If we talk about other frameworks, most provide some sort of User Management solution – for example, Yii provides a user management extension known as Yii-User and similarly for CodeIgniter framework, you`ll find a user management control panel named BackendPro which you can easily integrate into your CI project.


Admin Dashboard


Who wouldn’t love their application having an easy to use admin panel through which the front-end content could be managed? WP provides a ready to use back-end panel which has most of the options you might need. In addition to it, you can create your own custom setting pages for a wide set of requirements. One more perk is that you don`t have to worry about back-end styling at all – WP comes with its own set of styles for the back-end panel.


The Admin Dashboard is the part that lacks in other frameworks. Symfony and Yii provide a couple of extensions for their respective frameworks through which you can generate the Admin UI, but the functionality part is left up to you. This is one area in which having a CMS is advantageous, but can cause significant overhead if it lacks the features you need, and has features you don’t.

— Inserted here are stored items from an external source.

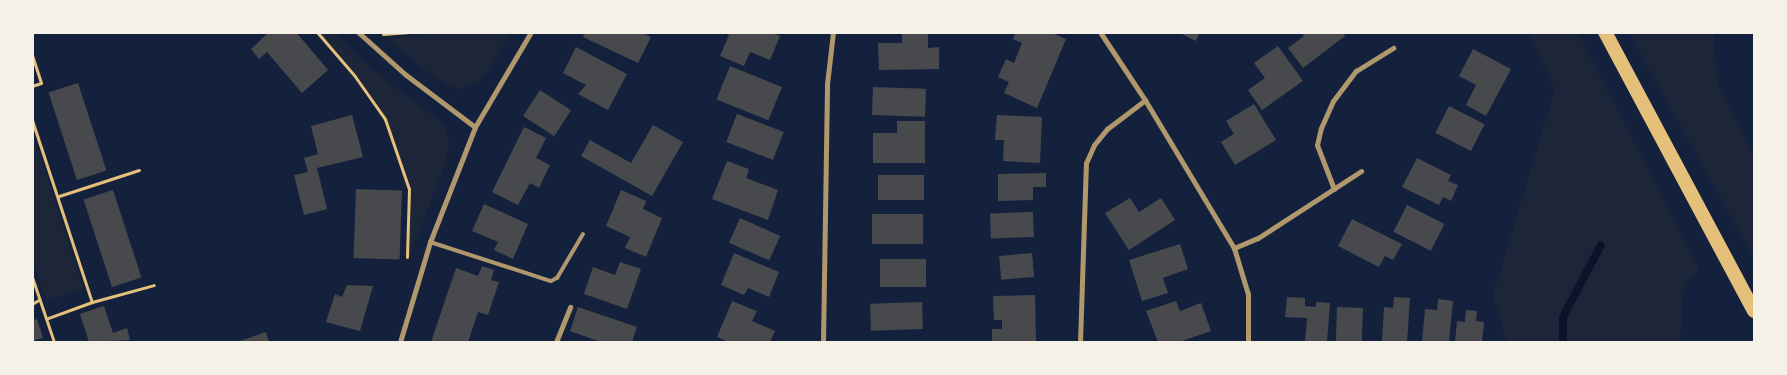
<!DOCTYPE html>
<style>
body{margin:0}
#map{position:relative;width:1787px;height:375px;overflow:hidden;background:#14213d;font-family:"Nunito Sans",sans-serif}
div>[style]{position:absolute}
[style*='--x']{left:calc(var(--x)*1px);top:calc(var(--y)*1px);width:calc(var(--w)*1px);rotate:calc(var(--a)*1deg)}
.green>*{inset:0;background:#1d2539}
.stream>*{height:8px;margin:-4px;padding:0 4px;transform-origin:4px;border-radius:4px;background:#0b132b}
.building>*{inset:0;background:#48494c;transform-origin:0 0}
.path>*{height:3px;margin:-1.5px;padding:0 1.5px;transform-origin:1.5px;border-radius:1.5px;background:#e5c07b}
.service>*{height:4px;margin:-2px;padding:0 2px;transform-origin:2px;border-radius:2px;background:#b1986c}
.minor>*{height:5px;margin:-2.5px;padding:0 2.5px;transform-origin:2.5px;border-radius:2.5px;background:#b1986c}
.trunk>*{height:14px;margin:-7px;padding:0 7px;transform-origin:7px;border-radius:7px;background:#e5c07b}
span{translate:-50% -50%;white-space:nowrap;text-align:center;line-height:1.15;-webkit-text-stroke:5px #f6f1e7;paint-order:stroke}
.frame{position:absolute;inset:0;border:34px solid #f6f1e7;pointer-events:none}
</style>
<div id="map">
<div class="green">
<i style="clip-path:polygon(479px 32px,506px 33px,509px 36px,486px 74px,478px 82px,460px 89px,445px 85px,385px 38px)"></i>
<i style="clip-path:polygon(317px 33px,334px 33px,361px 60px,444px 125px,449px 144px,445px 165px,407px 262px,409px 189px,385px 118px,354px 75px)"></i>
<i style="clip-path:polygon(1529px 33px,1578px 33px,1699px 269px,1684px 284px,1680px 342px,1507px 342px,1493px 295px,1555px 89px)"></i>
<i style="clip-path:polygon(1629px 33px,1714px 33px,1717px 83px,1754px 155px,1754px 258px)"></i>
<i style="clip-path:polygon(33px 134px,84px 289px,46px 301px,33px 260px)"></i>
</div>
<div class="stream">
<i style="--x:1563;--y:342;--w:25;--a:-90"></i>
<i style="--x:1563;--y:317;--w:81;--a:-62.2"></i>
</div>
<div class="building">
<i style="clip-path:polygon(269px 32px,296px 32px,328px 70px,302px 93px,267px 52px,259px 59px,251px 49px)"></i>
<i style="clip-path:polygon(585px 32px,640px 32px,651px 37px,638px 63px,583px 37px)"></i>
<i style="clip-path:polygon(722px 32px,770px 32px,780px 36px,770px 60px,750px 52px,744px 66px,720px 56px,729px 35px)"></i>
<i style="clip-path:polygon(902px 32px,928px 32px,928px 48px,939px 47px,939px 69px,879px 70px,878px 43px,902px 43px)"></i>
<i style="clip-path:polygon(1016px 32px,1050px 32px,1066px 39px,1037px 108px,1004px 93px,1009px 82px,998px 77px,1006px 59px,1014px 63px,1022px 43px,1013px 39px)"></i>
<i style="clip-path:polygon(1178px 32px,1200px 32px,1196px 41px)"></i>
<i style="clip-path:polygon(1302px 32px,1343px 32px,1345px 36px,1303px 68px,1288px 48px,1304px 36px)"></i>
<i style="clip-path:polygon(1278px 46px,1303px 81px,1262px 110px,1248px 90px,1265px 78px,1254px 63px)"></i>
<i style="clip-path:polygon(576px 47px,627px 74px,608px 110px,578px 94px,586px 85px,563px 73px)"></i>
<i style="clip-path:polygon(1473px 49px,1511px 69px,1486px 116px,1466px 105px,1476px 85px,1459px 76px)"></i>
<i style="left:730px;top:66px;width:56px;height:36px;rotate:22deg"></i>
<i style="left:78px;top:83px;width:92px;height:31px;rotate:72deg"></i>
<i style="left:873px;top:87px;width:53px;height:28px;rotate:2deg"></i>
<i style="left:540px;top:90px;width:37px;height:31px;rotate:33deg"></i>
<i style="clip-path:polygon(1254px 104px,1276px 140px,1235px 165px,1221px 142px,1234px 134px,1226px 121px)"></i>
<i style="left:1449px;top:106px;width:40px;height:30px;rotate:27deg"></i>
<i style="left:737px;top:114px;width:50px;height:30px;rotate:21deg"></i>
<i style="clip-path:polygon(352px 115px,363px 157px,317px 168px,327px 209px,304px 215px,294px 175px,308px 172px,304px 158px,318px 154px,311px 126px)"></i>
<i style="clip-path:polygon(997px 115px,1042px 117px,1040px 163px,1003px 161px,1004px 140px,995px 140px)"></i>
<i style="clip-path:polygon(897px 121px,925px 121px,925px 163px,873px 163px,873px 133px,897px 133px)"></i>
<i style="clip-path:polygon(653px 125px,683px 142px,652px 196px,581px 156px,590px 140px,631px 163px)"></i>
<i style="clip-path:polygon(524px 127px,546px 138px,536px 158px,550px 165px,539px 188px,530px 183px,518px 205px,492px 192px)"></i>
<i style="clip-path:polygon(1417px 158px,1451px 175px,1448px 181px,1458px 185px,1451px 201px,1443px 197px,1439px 205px,1402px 187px)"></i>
<i style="clip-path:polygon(727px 161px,749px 169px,746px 178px,778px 190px,768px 220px,712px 199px)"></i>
<i style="clip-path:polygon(1046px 173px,1046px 187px,1033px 187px,1033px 200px,998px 201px,998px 174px)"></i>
<i style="left:878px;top:175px;width:46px;height:25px"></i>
<i style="left:356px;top:189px;width:46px;height:69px;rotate:2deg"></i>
<i style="left:113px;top:190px;width:92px;height:31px;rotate:72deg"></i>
<i style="clip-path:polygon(621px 190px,646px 201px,643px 209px,662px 218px,646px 257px,625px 248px,630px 237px,606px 226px)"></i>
<i style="clip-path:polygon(1130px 198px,1139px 212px,1161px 198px,1175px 220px,1129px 250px,1105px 213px)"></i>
<i style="clip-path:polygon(484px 204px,528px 224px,513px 259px,494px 250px,498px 242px,472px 231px)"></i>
<i style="left:1407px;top:205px;width:42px;height:30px;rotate:27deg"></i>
<i style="left:1033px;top:212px;width:25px;height:43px;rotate:88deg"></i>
<i style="left:923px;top:214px;width:30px;height:51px;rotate:90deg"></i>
<i style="left:740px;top:218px;width:44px;height:27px;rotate:24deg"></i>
<i style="clip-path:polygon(1352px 219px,1402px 244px,1393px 260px,1385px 256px,1379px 267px,1338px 246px)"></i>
<i style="clip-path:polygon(1180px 244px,1188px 269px,1163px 278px,1168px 293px,1142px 301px,1129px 260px)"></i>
<i style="clip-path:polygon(734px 253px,779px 272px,769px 297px,748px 288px,744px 295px,721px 285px)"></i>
<i style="left:1032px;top:253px;width:24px;height:33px;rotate:85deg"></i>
<i style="left:880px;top:259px;width:46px;height:28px"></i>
<i style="clip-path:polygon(620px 262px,641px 269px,627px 309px,584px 294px,593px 267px,615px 275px)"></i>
<i style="clip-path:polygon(482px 266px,494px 270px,491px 280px,499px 282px,488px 315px,478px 312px,468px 342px,431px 342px,456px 268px,478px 276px)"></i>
<i style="clip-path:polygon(347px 285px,373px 286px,360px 331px,326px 322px,335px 294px,342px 297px)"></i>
<i style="clip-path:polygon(1035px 295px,1036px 341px,992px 342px,992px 329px,1002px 329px,1002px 320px,994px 320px,993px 296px)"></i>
<i style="clip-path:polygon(1287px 297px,1305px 298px,1305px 306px,1316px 307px,1316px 302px,1330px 303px,1327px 342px,1305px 342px,1307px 318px,1285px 317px)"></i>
<i style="clip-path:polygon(1394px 297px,1410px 298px,1407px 342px,1382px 342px,1384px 307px,1393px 308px)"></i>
<i style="clip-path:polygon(1438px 299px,1453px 301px,1449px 342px,1422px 342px,1425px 309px,1437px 310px)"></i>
<i style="clip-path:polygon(732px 301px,757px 311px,752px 321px,775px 331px,770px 342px,729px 342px,717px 337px)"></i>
<i style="clip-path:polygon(1176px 301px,1180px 311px,1201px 303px,1211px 331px,1179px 342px,1158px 342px,1146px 311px)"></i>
<i style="left:922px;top:302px;width:27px;height:52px;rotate:88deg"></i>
<i style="clip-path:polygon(104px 306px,113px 333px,127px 328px,130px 340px,89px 342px,80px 314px)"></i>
<i style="clip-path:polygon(578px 307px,637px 327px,632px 342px,601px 342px,570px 331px)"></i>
<i style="left:1337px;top:307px;width:26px;height:35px;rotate:2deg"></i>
<i style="clip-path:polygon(1466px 310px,1477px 311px,1476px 321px,1484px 322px,1482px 342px,1455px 342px,1457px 321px,1465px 322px)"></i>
<i style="clip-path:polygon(37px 319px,43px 338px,32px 341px,32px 321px)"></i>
<i style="clip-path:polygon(266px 332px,269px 342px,237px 342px)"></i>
</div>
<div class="path">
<i style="--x:317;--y:32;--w:57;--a:49.3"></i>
<i style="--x:354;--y:75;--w:54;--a:54.8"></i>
<i style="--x:385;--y:119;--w:74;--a:71.1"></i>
<i style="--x:409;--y:189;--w:68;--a:91.7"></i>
<i style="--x:383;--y:34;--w:27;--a:-4"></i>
<i style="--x:32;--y:55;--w:29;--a:72"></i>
<i style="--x:41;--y:83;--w:9;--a:162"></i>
<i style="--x:32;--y:120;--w:192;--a:71.8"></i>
<i style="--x:92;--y:302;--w:47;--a:160"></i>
<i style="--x:59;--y:196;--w:84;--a:-18"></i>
<i style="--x:32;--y:277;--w:69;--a:71.3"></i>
<i style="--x:92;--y:302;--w:64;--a:-15.3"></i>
<i style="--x:32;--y:304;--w:9;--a:-32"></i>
</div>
<div class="service">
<i style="--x:430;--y:242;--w:127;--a:17.9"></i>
<i style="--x:551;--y:281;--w:7;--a:-27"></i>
<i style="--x:557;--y:278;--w:51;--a:-59.4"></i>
</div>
<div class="minor">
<i style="--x:358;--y:32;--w:64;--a:41.9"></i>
<i style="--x:406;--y:75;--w:86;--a:37"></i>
<i style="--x:1100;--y:32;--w:82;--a:56.5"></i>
<i style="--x:1145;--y:100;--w:173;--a:59"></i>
<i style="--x:1234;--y:248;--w:48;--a:73.1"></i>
<i style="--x:1248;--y:294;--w:48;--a:90"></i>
<i style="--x:1334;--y:189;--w:47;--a:-111.1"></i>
<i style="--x:1317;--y:145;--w:17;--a:-77"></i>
<i style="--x:1321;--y:128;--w:30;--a:-66"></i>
<i style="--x:1333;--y:101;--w:38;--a:-53"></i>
<i style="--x:1356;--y:71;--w:44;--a:-31.9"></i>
<i style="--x:1234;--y:248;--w:26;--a:-23"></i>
<i style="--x:1258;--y:238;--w:123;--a:-33"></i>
<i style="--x:400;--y:342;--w:104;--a:-73.3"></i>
<i style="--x:430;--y:242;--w:123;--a:-68.6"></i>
<i style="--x:475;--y:127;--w:110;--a:-59.5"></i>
<i style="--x:556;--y:342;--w:38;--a:-68"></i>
<i style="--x:823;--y:342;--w:258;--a:-89.1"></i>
<i style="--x:827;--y:84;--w:52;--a:-83.4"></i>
<i style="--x:1080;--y:342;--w:179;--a:-88.1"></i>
<i style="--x:1086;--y:163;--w:20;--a:-66"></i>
<i style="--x:1094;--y:145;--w:21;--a:-51"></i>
<i style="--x:1107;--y:129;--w:48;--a:-37.3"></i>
</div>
<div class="trunk">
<i style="--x:1605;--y:32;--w:316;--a:61.9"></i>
</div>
<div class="frame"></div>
</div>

CRUD (Create Read Update Delete) Operation


Most people appreciate a framework’s help in performing these basic operations, so picking one that makes it easy is often a deciding factor for many developers.


Lets try to relate this with the real world a bit. As far as WordPress is concerned, everything is a post. A book is a post, a person is a post, and any distinguishable entity is a post. WordPress calls them Custom Post Types.


Let us take an example of Book for now. If you tell WordPress that you want to define a post type named “Book” for your application, you will automatically get all the CRUD bundled with it.



  • Add / Update Book – This will be the default WordPress post edit screen for adding / updating books.

  • View / Delete Books – This will be the book listing page with delete option as well.